Since all NLRs have a conserved NB-ARC domain, you can extract proteins containing this domain’s HMM from plant proteome and align them using HMM as a template. Go to http://pfam.xfam.org/family/NB-ARC 
and download http://pfam.xfam.org/family/PF00931/hmm

To load this hmm file into colab:

In [3]:
!wget -O NB-ARC.hmm http://pfam.xfam.org/family/PF00931/hmm 

--2021-10-02 00:45:07--  http://pfam.xfam.org/family/PF00931/hmm
Resolving pfam.xfam.org (pfam.xfam.org)... 193.62.193.83
Connecting to pfam.xfam.org (pfam.xfam.org)|193.62.193.83|:80... connected.
HTTP request sent, awaiting response... 200 OK
Length: 118379 (116K) [text/plain]
Saving to: ‘NB-ARC.hmm’


2021-10-02 00:45:08 (315 KB/s) - ‘NB-ARC.hmm’ saved [118379/118379]




####What is HMM?
If you are curious - look inside the .hmm file to see how the domain is described as a statistical model of aa probabilities at each position of the domain.
####What if you need a new HMM?
What if your protein of interest does not have pre-built HMM describing it?
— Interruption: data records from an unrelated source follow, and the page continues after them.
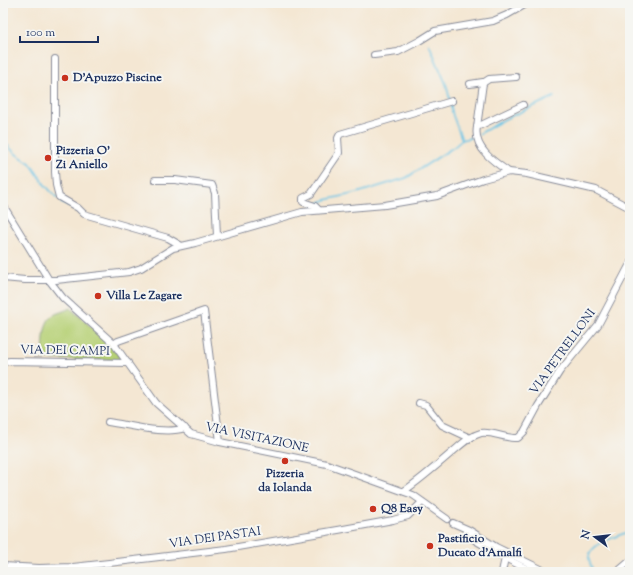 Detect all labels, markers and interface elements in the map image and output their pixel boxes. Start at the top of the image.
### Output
scale bar [20,18,98,44]
text: 100 m [26,24,55,42]
place label: D'Apuzzo Piscine [72,69,162,87]
marker: D'Apuzzo Piscine [60,73,70,83]
place label: Pizzeria O' Zi Aniello [55,142,110,174]
marker: Pizzeria O' Zi Aniello [43,153,53,163]
place label: Villa Le Zagare [105,287,182,305]
marker: Villa Le Zagare [93,291,103,301]
street label: VIA PETRELLONI [526,305,600,399]
street label: VIA DEI CAMPI [20,341,110,361]
street label: VIA VISITAZIONE [204,418,311,458]
marker: Pizzeria da Iolanda [280,456,290,466]
place label: Pizzeria da Iolanda [258,465,312,497]
place label: Q8 Easy [381,500,423,518]
marker: Q8 Easy [368,504,378,514]
north arrow [575,517,615,557]
street label: VIA DEI PASTAI [168,523,262,553]
text: N [577,528,595,542]
place label: Pastificio Ducato d'Amalfi [437,530,522,562]
marker: Pastificio Ducato d'Amalfi [425,541,435,551]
You can build HMM yourself using `hmmbuild` function in HMMER.

What if HMM at Pfam does not adequately describe your protein family of interest. For example, the NB-ARC model above has been built from diverse organisms including not only plants but also animals, bacteria and archaea. Therefore the resulting HMM is a best fit to describe full diversity of this protein family.

Most of plant NLRs have a conserved NB-ARC domain that is larger than what Pfam HMM describes. NB-ARC of plant NLRs include additional motifs such as ARC2 and MHD. Therefore, we built plant specific HMM that you can download here: 

Bailey et al, Genome Biology 2018, Additional file 16:

In [None]:
!wget -O pbNB-ARC.hmm https://static-content.springer.com/esm/art%3A10.1186%2Fs13059-018-1392-6/MediaObjects/13059_2018_1392_MOESM16_ESM.hmm

You can do the alignment steps below with both Pfam HMM and our HMM and compare the results.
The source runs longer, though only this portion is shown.